====== Input data ======

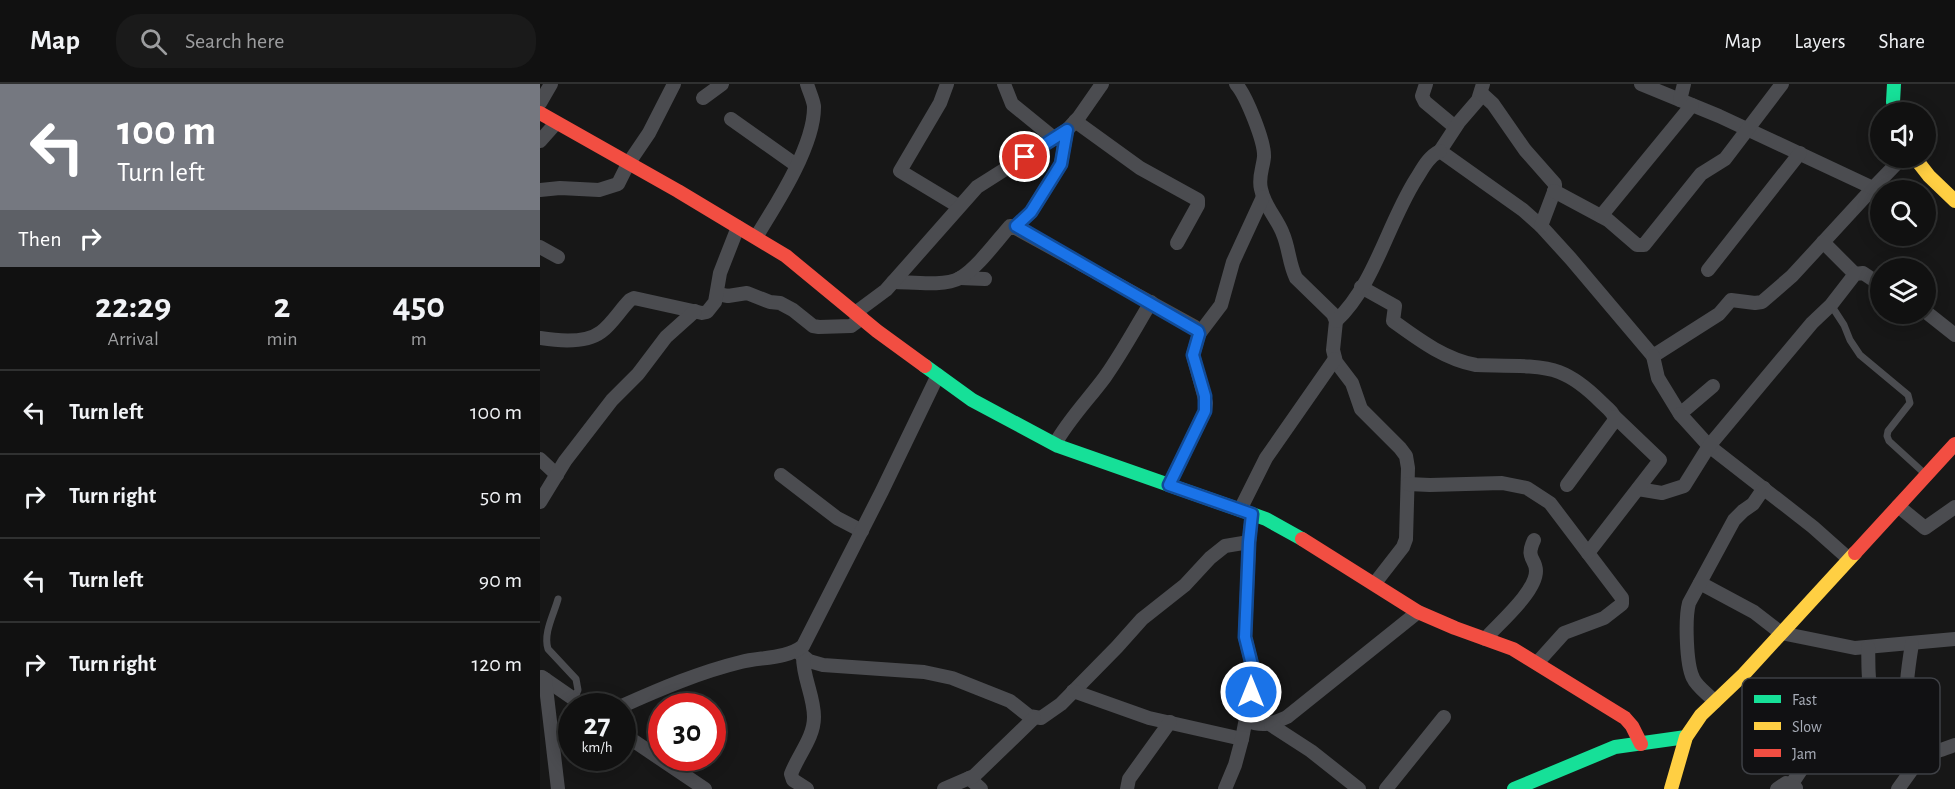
<!DOCTYPE html>
<html lang="en">
<head>
<meta charset="utf-8">
<style>
	:root { --surface:#111; --page:#1a1a1a; --text:#f1f3f6; --muted:#9c9d9f; --line:#303131 }
	body { margin:0; font-family:"Alegreya Sans",sans-serif; background:var(--page); color:var(--text); height:100vh; display:flex; flex-direction:column; font-size:22px; white-space:nowrap }
	* { box-sizing:border-box; margin:0 }
	p { font-size:20px; color:var(--muted) }
	.icon { flex:none; width:33px; height:33px; fill:none; stroke:currentColor; stroke-width:2; stroke-linecap:round; stroke-linejoin:round }
	.map { position:relative; flex:1; overflow:hidden }
	.panel { display:flex; flex-direction:column; background:var(--surface); width:540px }
	.panel>* { flex:none }
	.top-card { background:#757880; color:#fff; overflow:hidden }
	.controls { position:absolute; left:1330px; top:18px; display:grid; gap:12px }
	.controls a { display:grid; place-items:center; width:66px; height:66px; border-radius:50%; background:var(--surface); box-shadow:0 3px 15px #0003,0 0 0 2px var(--line); font-size:30px }
	.speed { position:absolute; left:18px; top:609px; display:flex; gap:12px; font-size:30px; font-weight:700; text-align:center }
	.speed>* { display:grid; place-content:center; width:78px; height:78px; border-radius:50%; background:var(--surface); box-shadow:0 3px 15px #0003,0 0 0 2px var(--line); line-height:1 }
	.speed small { font-size:15px; font-weight:400 }
	.speed .limit { border:9px solid #d22; background:#fff; color:#111 }
	.pin { position:absolute; display:grid; place-items:center; width:51px; height:51px; color:#fff; margin:-26px; border:3px solid #fff; border-radius:50%; box-shadow:0 2px 6px #0007 }
	.me { position:absolute; width:66px; margin:-33px; rotate:0deg; stroke-linejoin:round; filter:drop-shadow(0 0 4px #0008) }
	.turn { display:flex; align-items:center; gap:21px; height:126px; padding:0 18px; font-size:27px }
	.turn .icon { width:78px; height:78px; stroke-width:2.5 }
	.turn b { display:block; font-size:42px; line-height:51px }
	.then { display:flex; align-items:center; height:57px; padding:0 18px; background:#0003; gap:12px; font-size:22px }
	.eta { display:flex; justify-content:space-evenly; align-items:center; height:102px; text-align:center }
	.eta b { font-size:36px; font-weight:600; line-height:42px }
	ul { padding:0; list-style:none }
	li { display:flex; align-items:center; gap:18px; height:84px; padding:0 18px; border-top:2px solid var(--line) }
	li div { flex:1 }
	li b { display:block; font-size:22px }
	li em { font-style:normal }
	header { display:flex; align-items:center; gap:36px; box-sizing:border-box; height:84px; padding:0 30px; background:var(--surface); border-bottom:2px solid var(--line) }
	header strong { font-size:28px }
	nav { display:flex; gap:33px; margin-inline-start:auto; font-size:21px }
	.search { width:420px; height:54px; background:var(--page); display:flex; align-items:center; gap:15px; box-sizing:border-box; padding:0 21px; border-radius:24px; color:var(--muted); font-size:22px }
	main { display:flex; flex:1; min-height:0 }
	.map>svg:first-child { display:block }
	.lines { fill:none; stroke-linecap:round; stroke-linejoin:round }
	.lane { stroke:#4b4c50; stroke-width:7 }
	.street { stroke:#4b4c50; stroke-width:14 }
	.fast { stroke:#16e098; stroke-width:14 }
	.slow { stroke:#ffcf43; stroke-width:14 }
	.jam { stroke:#f24e42; stroke-width:14 }
	.route-casing { stroke:#114b97; stroke-width:15 }
	.route { stroke:#1a73e8; stroke-width:10 }
	.key { fill:#111113; stroke:#3e4045; stroke-width:1.5 }
	.key-label { font-size:16px; fill:#a8adb8 }
</style>
</head>
<body>
<header>
<strong>Map</strong>
<div class="search"><svg class="icon" aria-label="search" viewBox="0 0 24 24"><circle cx="10" cy="10" r="6"/><path d="M15 15l6 6"/></svg>Search here</div>
<nav><a>Map</a><a>Layers</a><a>Share</a></nav>
</header>
<main>
<section class="panel">
<div class="top-card">
<div class="turn"><svg class="icon" aria-label="left" viewBox="0 0 24 24"><path d="M17 20v-9H6M10 6l-5 5 5 5"/></svg><div><b>100 m</b>Turn left</div></div>
<div class="then">Then<svg class="icon" aria-label="right" viewBox="0 0 24 24"><path d="M7 20v-9h11M14 6l5 5-5 5"/></svg></div>
</div>
<div class="eta">
<div><b>22:29</b><p>Arrival</p></div>
<div><b>2</b><p>min</p></div>
<div><b>450</b><p>m</p></div>
</div>
<ul>
<li><svg class="icon" aria-label="left" viewBox="0 0 24 24"><path d="M17 20v-9H6M10 6l-5 5 5 5"/></svg><div><b>Turn left</b></div><em>100 m</em></li>
<li><svg class="icon" aria-label="right" viewBox="0 0 24 24"><path d="M7 20v-9h11M14 6l5 5-5 5"/></svg><div><b>Turn right</b></div><em>50 m</em></li>
<li><svg class="icon" aria-label="left" viewBox="0 0 24 24"><path d="M17 20v-9H6M10 6l-5 5 5 5"/></svg><div><b>Turn left</b></div><em>90 m</em></li>
<li><svg class="icon" aria-label="right" viewBox="0 0 24 24"><path d="M7 20v-9h11M14 6l5 5-5 5"/></svg><div><b>Turn right</b></div><em>120 m</em></li>
</ul>
</section>
<div class="map">
<svg width="1415" height="705" viewBox="0 0 1415 705">
	<rect width="100%" height="100%" fill="#171717"/>
	<g class="lines">
		<g class="lane">
			<path d="M1291 221 1304 241 1310 256 1320 271 1368 311 1370 319 1348 347 1347 352 1349 357 1384 389"/>
			<path d="M18 515C14 530 3 549 8 565L36 595 38 606 34 615"/>
		</g>
		<g class="street">
			<path d="M407 0 400 19 360 87 418 122"/>
			<path d="M464 0 472 20 515 55"/>
			<path d="M696 0C706 11 725 58 724 73 723 84 718 93 721 105 724 122 737 134 743 150 749 164 749 180 756 194L793 230 796 237 793 266 796 278 812 299 821 325 860 364 866 372 868 384 866 455 863 463 835 499"/>
			<path d="M886 0 882 12 885 18 915 43"/>
			<path d="M943 0 938 16 919 38 900 67 983 126 1001 142 1031 175 1113 272 1179 230 1191 216 1215 219 1222 218 1252 192 1333 104"/>
			<path d="M1101 0 1179 32 1333 104 1362 74"/>
			<path d="M941 9 953 20 985 66 1015 100V105L1001 142"/>
			<path d="M163 14 182 0"/>
			<path d="M1140 16 1144 0"/>
			<path d="M0 19 11 0"/>
			<path d="M191 35 256 81"/>
			<path d="M535 37 600 84 658 116V121L637 159"/>
			<path d="M0 57 16 39"/>
			<path d="M0 106 20 104 59 106 78 100 88 80 109 49 134 0"/>
			<path d="M1014 107 1068 136 1097 161H1104L1161 90 1185 75 1242 0"/>
			<path d="M1061 132 1152 21"/>
			<path d="M476 142 491 128 521 80 527 46"/>
			<path d="M216 153C236 121 275 61 274 22 273 15 269 7 267 0"/>
			<path d="M1283 158 1315 190"/>
			<path d="M0 163 18 173"/>
			<path d="M1168 186 1260 69"/>
			<path d="M420 194 445 195"/>
			<path d="M353 198C371 198 404 203 420 194 437 184 456 158 470 142H472L655 243 659 250 653 271 666 319 665 327 629 401"/>
			<path d="M821 203 855 222 853 237C878 255 904 275 936 281 959 282 999 280 1019 288 1035 294 1049 306 1061 318 1066 323 1074 328 1075 336L1027 401"/>
			<path d="M177 210 188 212 207 209 230 218 240 219 253 226 273 242 279 243 311 242 322 234"/>
			<path d="M1386 228 1415 251"/>
			<path d="M315 229 346 206 437 103 527 46 539 33 562 0"/>
			<path d="M796 237C835 200 847 141 876 95 883 84 888 73 900 67"/>
			<path d="M659 250 681 221 693 178 723 113"/>
			<path d="M0 254C18 257 45 260 61 248 72 240 80 226 90 216L94 214 162 229 167 228 175 218 180 189 198 143"/>
			<path d="M1113 272 1118 294 1140 330 1173 302"/>
			<path d="M1140 330 1169 362 1273 443 1309 475"/>
			<path d="M515 360C529 335 548 316 565 293 582 269 596 243 611 218"/>
			<path d="M0 375 17 391"/>
			<path d="M241 391 297 434 322 447"/>
			<path d="M868 400 890 401 962 399 987 404 1010 419 1082 514V520L1064 534 1024 549 997 579"/>
			<path d="M1098 405 1122 409 1144 402 1169 362 1272 239 1291 221 1315 190 1323 189 1341 201"/>
			<path d="M0 418 25 377 72 316 98 290 126 253 155 227"/>
			<path d="M1358 422 1385 444 1415 423"/>
			<path d="M700 426 726 374 795 275"/>
			<path d="M1048 469 1120 376 1075 333"/>
			<path d="M1160 499 1214 528 1241 549 1315 564 1415 555"/>
			<path d="M945 555C959 539 996 508 996 487 996 474 985 475 994 456"/>
			<path d="M1328 563C1329 578 1327 597 1332 610 1335 620 1378 664 1388 667 1395 670 1408 663 1415 661"/>
			<path d="M257 567 269 577 283 581 384 588 412 594 470 617 489 632 501 634 521 620 577 563 602 535 645 501 670 474 685 462 709 458"/>
			<path d="M263 573C263 594 274 612 274 633 274 654 258 671 251 690L253 696 267 705"/>
			<path d="M2 593 44 622"/>
			<path d="M5 595 18 705"/>
			<path d="M533 607 609 634 702 655"/>
			<path d="M1243 607 1292 640"/>
			<path d="M1175 618C1168 610 1157 603 1153 594 1146 580 1145 534 1149 519L1194 436 1203 427 1213 420 1224 404"/>
			<path d="M82 622C120 605 160 588 201 578 220 573 247 575 263 562L342 407 398 291"/>
			<path d="M706 636C722 643 732 640 747 633L878 528"/>
			<path d="M731 641 771 667 819 705"/>
			<path d="M82 649 165 705"/>
			<path d="M1365 649C1380 629 1367 618 1367 598 1368 585 1370 572 1372 560"/>
			<path d="M429 694 441 705"/>
			<path d="M1251 701 1291 641 1315 625 1331 607"/>
			<path d="M404 705 434 692 494 634"/>
			<path d="M587 705 589 695 630 638"/>
			<path d="M685 705 695 681 702 655 711 608 713 585 705 553 709 458 712 430"/>
			<path d="M846 705 904 633"/>
			<path d="M1237 705 1246 699 1256 704"/>
			<path d="M1358 705 1386 666"/>
		</g>
		<g class="fast">
			<path d="M1354 0 1353 18 1357 28"/>
			<path d="M385 282 432 316 518 362 726 435 762 455"/>
			<path d="M974 705 1075 663 1146 653"/>
		</g>
		<g class="slow">
			<path d="M1375 74 1389 92 1415 117"/>
			<path d="M1131 705 1146 653 1161 631 1204 590 1315 469"/>
		</g>
		<g class="jam">
			<path d="M0 29 138 107 246 172 337 247 385 282"/>
			<path d="M762 455 878 528 915 544 973 565 1085 634 1092 642 1101 660"/>
			<path d="M1315 469 1415 360"/>
		</g>
	</g>
	<g class="lines">
		<g class="route-casing">
			<path id="route" d="M485 73 527 46 521 80 491 128 476 142 658 247 659 250 653 271 665 312V327L629 401 712 430 709 458 705 553 713 585 711 608"/>
		</g>
		<use href="#route" class="route"/>
	</g>
	<rect x="1202" y="594" width="198" height="96" rx="9" class="key"/>
	<rect x="1214" y="611" width="27" height="8" fill="#16e098"/>
	<rect x="1214" y="638" width="27" height="8" fill="#ffcf43"/>
	<rect x="1214" y="665" width="27" height="8" fill="#f24e42"/>
	<g class="key-label">
		<text x="1252" y="621">Fast</text>
		<text x="1252" y="648">Slow</text>
		<text x="1252" y="675">Jam</text>
	</g>
</svg>
<div class="controls">
<a><svg class="icon" aria-label="sound" viewBox="0 0 24 24"><path d="M4 9h4l5-4v14l-5-4H4zM17 9q2 3 0 6"/></svg></a>
<a><svg class="icon" aria-label="search" viewBox="0 0 24 24"><circle cx="10" cy="10" r="6"/><path d="M15 15l6 6"/></svg></a>
<a><svg class="icon" aria-label="layers" viewBox="0 0 24 24"><path d="M12 4l9 5-9 5-9-5zM3 14l9 5 9-5"/></svg></a>
</div>
<div class="speed"><div>27<small>km/h</small></div><div class="limit">30</div></div>
<div class="pin" style="left:485px;top:73px;background:#d93025"><svg class="icon" aria-label="arrive" viewBox="0 0 24 24"><path d="M6 21V4h12l-3 4 3 4H6"/></svg></div>
<svg class="me" style="left:711px;top:608px" viewBox="-20 -20 40 40"><circle r="17" fill="#1a73e8" stroke="#fff" stroke-width="3"/><path d="M0-11L8 9 0 5-8 9z" fill="#fff"/></svg>
</div>
</main>
</body>
</html>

======

* _Exercise brief_: What is needed is an exact copy of each line from the top of the data above through the line containing "--surface:#111; --page:#1a1a1a; --text:#f1f3f6;", with no pictures.

* _Reply to the task_:
<!DOCTYPE html>
<html lang="en">
<head>
<meta charset="utf-8">
<style>
	:root { --surface:#111; --page:#1a1a1a; --text:#f1f3f6; --muted:#9c9d9f; --line:#303131 }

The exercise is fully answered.